15th President of Thomas More University
- Incumbent
- Assumed office June 1, 2019
- Preceded by: David A. Armstrong

5th President of Newbury College
- In office June 1, 2014 – May 31, 2019
- Preceded by: Hannah M. McCarthy
- Succeeded by: office abolished

Personal details
- Education: Binghamton University (BA) Long Island University (MPA) Northeastern University (DLP)

= Joseph L. Chillo =

American academic

Joseph L. Chillo, Jr. is an American college administrator and professor. He is the 15th president of Thomas More University. Chillo was the president of Newbury College from 2014 until its closure in 2019. He is a professor of humanities and American history.

== Education ==
Chillo was a first-generation college student.
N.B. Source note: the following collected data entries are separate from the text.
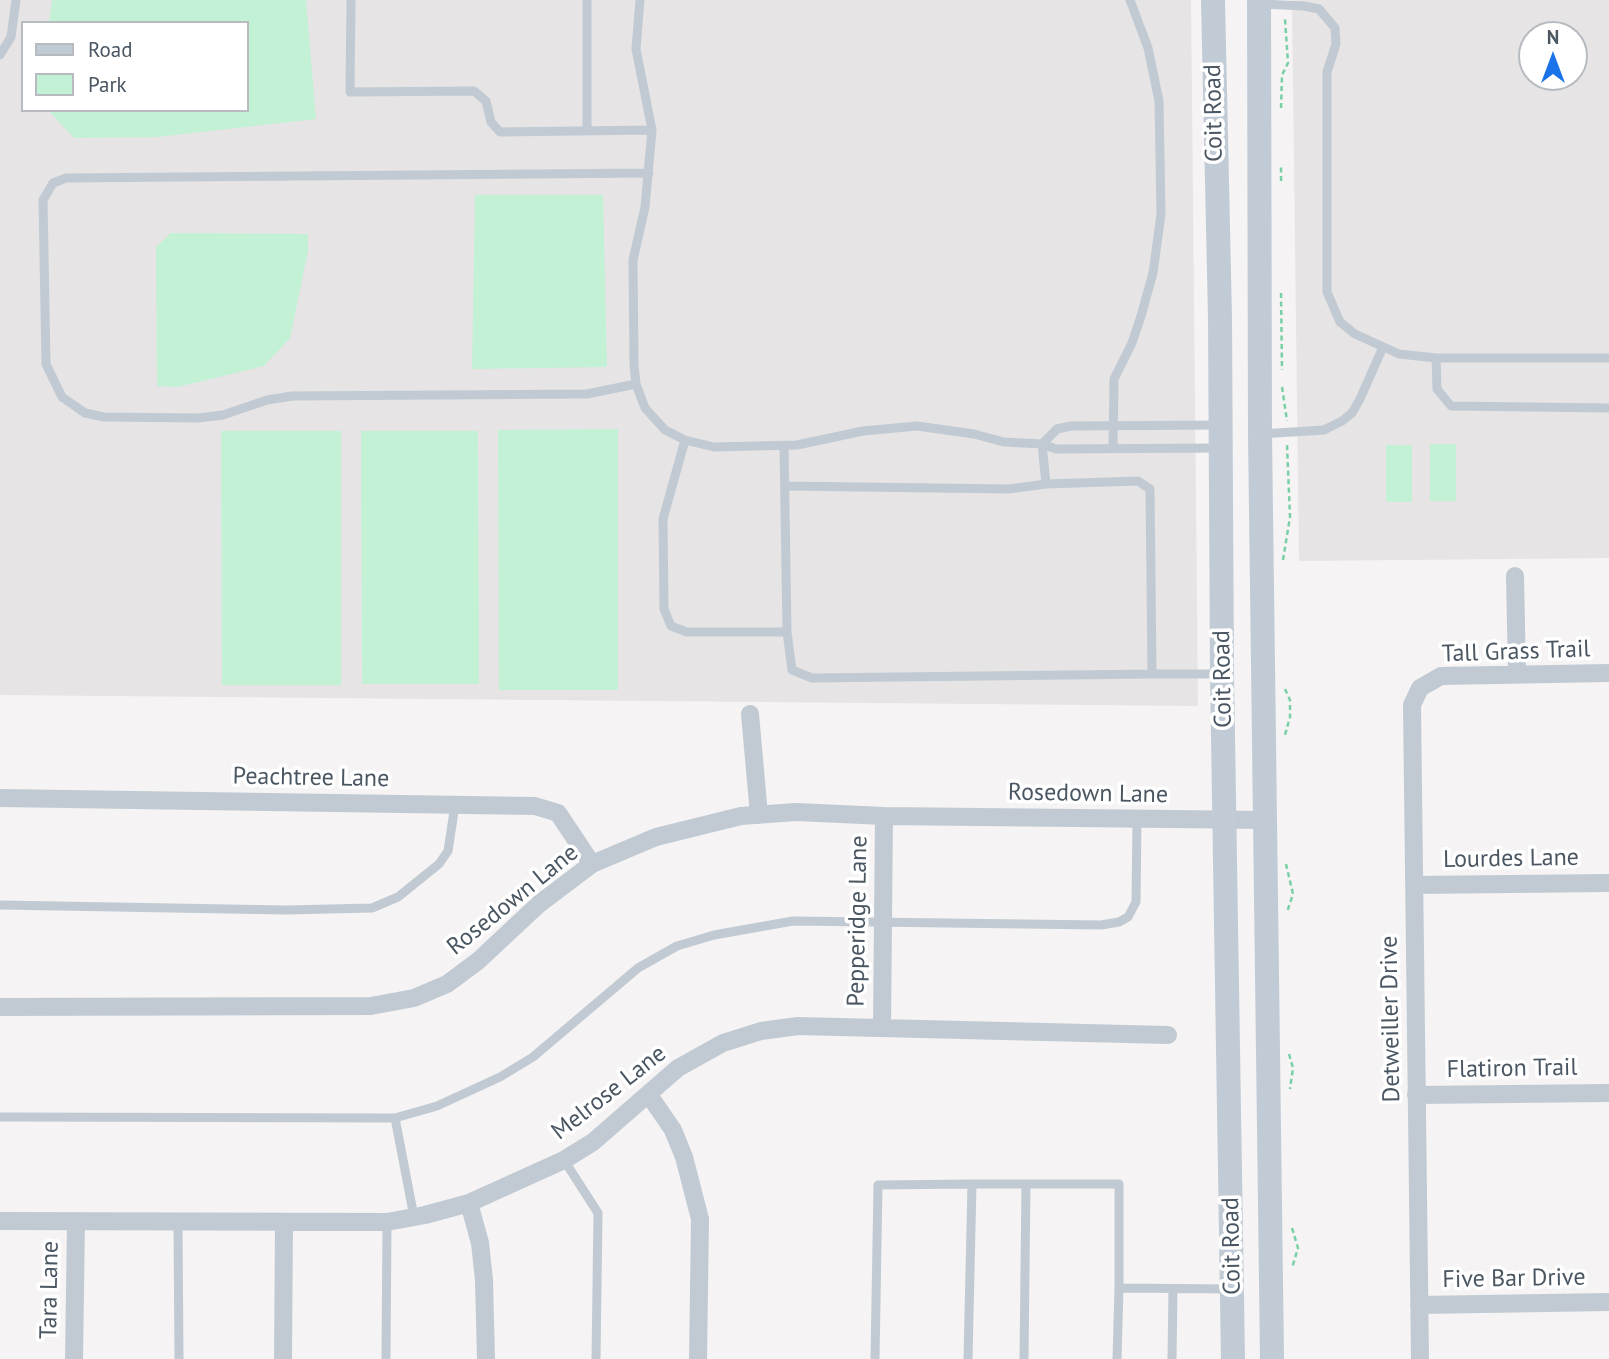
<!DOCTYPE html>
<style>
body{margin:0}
#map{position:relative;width:1609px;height:1359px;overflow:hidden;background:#f5f3f3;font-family:"PT Sans",sans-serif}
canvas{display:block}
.legend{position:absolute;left:21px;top:21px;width:228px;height:91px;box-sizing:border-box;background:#fff;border:2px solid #b7bbc0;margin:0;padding:9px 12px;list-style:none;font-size:21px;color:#4a5661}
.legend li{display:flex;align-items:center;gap:14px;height:35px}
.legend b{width:35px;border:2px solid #b7bbc0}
.north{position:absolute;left:1518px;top:21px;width:70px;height:70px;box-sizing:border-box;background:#fff;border:2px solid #b7bbc0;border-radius:50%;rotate:0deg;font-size:19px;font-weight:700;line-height:28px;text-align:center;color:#4a5661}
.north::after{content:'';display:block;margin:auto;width:24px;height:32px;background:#1a73e8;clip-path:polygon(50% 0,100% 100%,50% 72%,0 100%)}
</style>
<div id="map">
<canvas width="1609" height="1359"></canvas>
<ul class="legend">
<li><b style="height:9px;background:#c1cbd6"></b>Road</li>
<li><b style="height:19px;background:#c3f1d5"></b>Park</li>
</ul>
<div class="north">N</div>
</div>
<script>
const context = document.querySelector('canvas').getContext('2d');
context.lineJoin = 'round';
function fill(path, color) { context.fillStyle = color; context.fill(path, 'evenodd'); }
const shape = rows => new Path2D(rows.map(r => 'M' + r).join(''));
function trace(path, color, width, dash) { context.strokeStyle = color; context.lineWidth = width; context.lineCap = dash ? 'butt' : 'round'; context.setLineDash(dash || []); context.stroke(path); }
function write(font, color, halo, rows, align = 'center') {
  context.font = font + ' "PT Sans",sans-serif'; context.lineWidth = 7; context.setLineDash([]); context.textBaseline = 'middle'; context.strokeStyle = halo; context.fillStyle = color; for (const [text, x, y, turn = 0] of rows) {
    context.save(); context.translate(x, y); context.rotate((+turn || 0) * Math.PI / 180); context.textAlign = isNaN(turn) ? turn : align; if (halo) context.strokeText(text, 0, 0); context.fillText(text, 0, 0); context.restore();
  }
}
const education = shape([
 [0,0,1191,0,1198,706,0,695],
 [23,23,247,23,247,110,23,110],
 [1292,0,1609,0,1609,558,1299,561],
 [1532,35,1574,35,1574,77,1532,77]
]);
const green = shape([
 [52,0,306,0,316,119,157,137,74,138,48,110,247,110,247,23,49,23],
 [475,195,603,195,607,367,472,369],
 [171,233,308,234,308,251,290,338,264,366,178,387,157,386,156,247],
 [618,429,618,690,499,690,498,430],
 [221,431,341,431,341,685,222,685],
 [361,431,478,431,479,684,362,684],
 [1430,444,1456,444,1456,501,1430,501],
 [1386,445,1412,445,1412,502,1386,502]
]);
const path = shape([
 [1281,108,1282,75,1288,63,1285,19],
 [1281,181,1281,167],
 [1281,293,1282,370],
 [1282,387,1287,421],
 [1283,560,1290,517,1287,445],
 [1285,689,1290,700,1290,717,1285,735],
 [1286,864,1293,894,1287,912],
 [1289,1054,1293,1068,1290,1089],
 [1292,1228,1298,1248,1292,1268]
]);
const lane = shape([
 [351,0,350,92,474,91,486,101,491,122,500,132,652,130],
 [587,0,587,131],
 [640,0,636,49,652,130,645,207,633,260,634,365,636,384,645,408,665,430,685,440,714,447,797,445,863,431,917,426,974,434,1004,442,1042,444,1056,449,1220,448],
 [1261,4,1304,6,1319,9,1335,28,1336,44,1327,72,1327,292,1340,322,1355,334,1399,354,1436,358,1609,358],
 [0,55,11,37,16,0],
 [1436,358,1437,389,1451,406,1609,408],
 [636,384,587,394,292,396,267,400,223,415,198,418,104,417,85,413,62,397,46,364,43,200,53,183,66,178,649,173],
 [1261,434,1324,430,1342,421,1352,413,1360,399,1383,347],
 [685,440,663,519,664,609,671,626,687,632,787,632,784,446],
 [1042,444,1046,484,1138,481,1150,489,1152,674,1221,674],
 [1042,444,1057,429,1071,426,1220,425],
 [1113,448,1114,379,1132,343,1141,316,1153,273,1161,214,1159,101,1148,48,1130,0],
 [785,486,1009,489,1046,484],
 [787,632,792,670,812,678,1152,674],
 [0,905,286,910,372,908,398,897,439,864,448,851,455,805],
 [0,1117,395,1118,437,1106,500,1077,533,1057,638,968,677,946,714,935,793,921,1101,925,1119,922,1128,917,1136,902,1137,820],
 [395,1118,414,1217],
 [564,1160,598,1213,596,1359],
 [178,1223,179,1359],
 [386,1359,387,1222],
 [875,1359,878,1185,972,1184],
 [968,1359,972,1184,1026,1184],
 [1024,1359,1026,1184,1119,1184,1119,1288,1231,1289],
 [1117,1359,1119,1288],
 [1172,1359,1173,1289]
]);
const street = shape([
 [1515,576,1517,674],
 [750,714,759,815],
 [0,798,535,806,558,813,592,864],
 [1414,885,1609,883],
 [0,1007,371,1006,414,998,447,984,478,961,539,904,592,864,656,837,741,816,796,812,884,816,1265,820],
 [882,1027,884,816],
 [649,1095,673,1130,684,1157,700,1219,698,1359],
 [1416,1095,1609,1093],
 [469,1203,480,1243,484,1280,486,1359],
 [0,1221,387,1222,425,1215,469,1203,564,1160,593,1142,678,1068,723,1043,761,1031,798,1026,1168,1035],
 [1419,1305,1609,1302],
 [74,1359,76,1221],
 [283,1359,284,1223],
 [1420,1359,1412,705,1420,688,1441,676,1609,673]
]);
const secondary = shape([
 [1213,0,1220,318,1222,674,1233,1359],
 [1259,0,1260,434,1272,1359]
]);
const streetNames = [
 ["Coit Road",1214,113,-91],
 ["Tall Grass Trail",1516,652,-2],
 ["Coit Road",1223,679,-91],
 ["Peachtree Lane",311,778,1],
 ["Rosedown Lane",1088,794,1],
 ["Lourdes Lane",1511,859,-1],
 ["Rosedown Lane",513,900,-39],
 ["Pepperidge Lane",858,921,-89],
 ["Detweiller Drive",1391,1019,-91],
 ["Flatiron Trail",1512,1069,-1],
 ["Melrose Lane",609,1093,-38],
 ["Coit Road",1232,1246,-91],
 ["Five Bar Drive",1514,1279,-1],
 ["Tara Lane",50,1290,-89]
];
fill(education, '#e6e4e5');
fill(green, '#c3f1d5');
trace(path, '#7ad0a6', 2.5, [5, 3.5]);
trace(lane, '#c1cad2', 9);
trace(street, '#c1cad2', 18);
trace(secondary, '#c1cbd6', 24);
write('24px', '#4a5661', '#fff', streetNames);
</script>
He earned a Bachelor of Arts at Binghamton University and a master of public administration from Long Island University. He completed a doctorate of law and policy at Northeastern University in 2014.

== Career ==
Chillo was the executive director of enrollment services at St. Thomas Aquinas College. He served as the vice president for enrollment and college relations at Colby–Sawyer College and the vice president for enrollment management at Wheelock College. In 2011, Chillo became the executive vice president of Newbury College. He became the fifth and final president of Newbury in June 2014. He also worked was a professor of humanities and taught courses on American history.

On May 1, 2019, Chillo was named president of Thomas More University.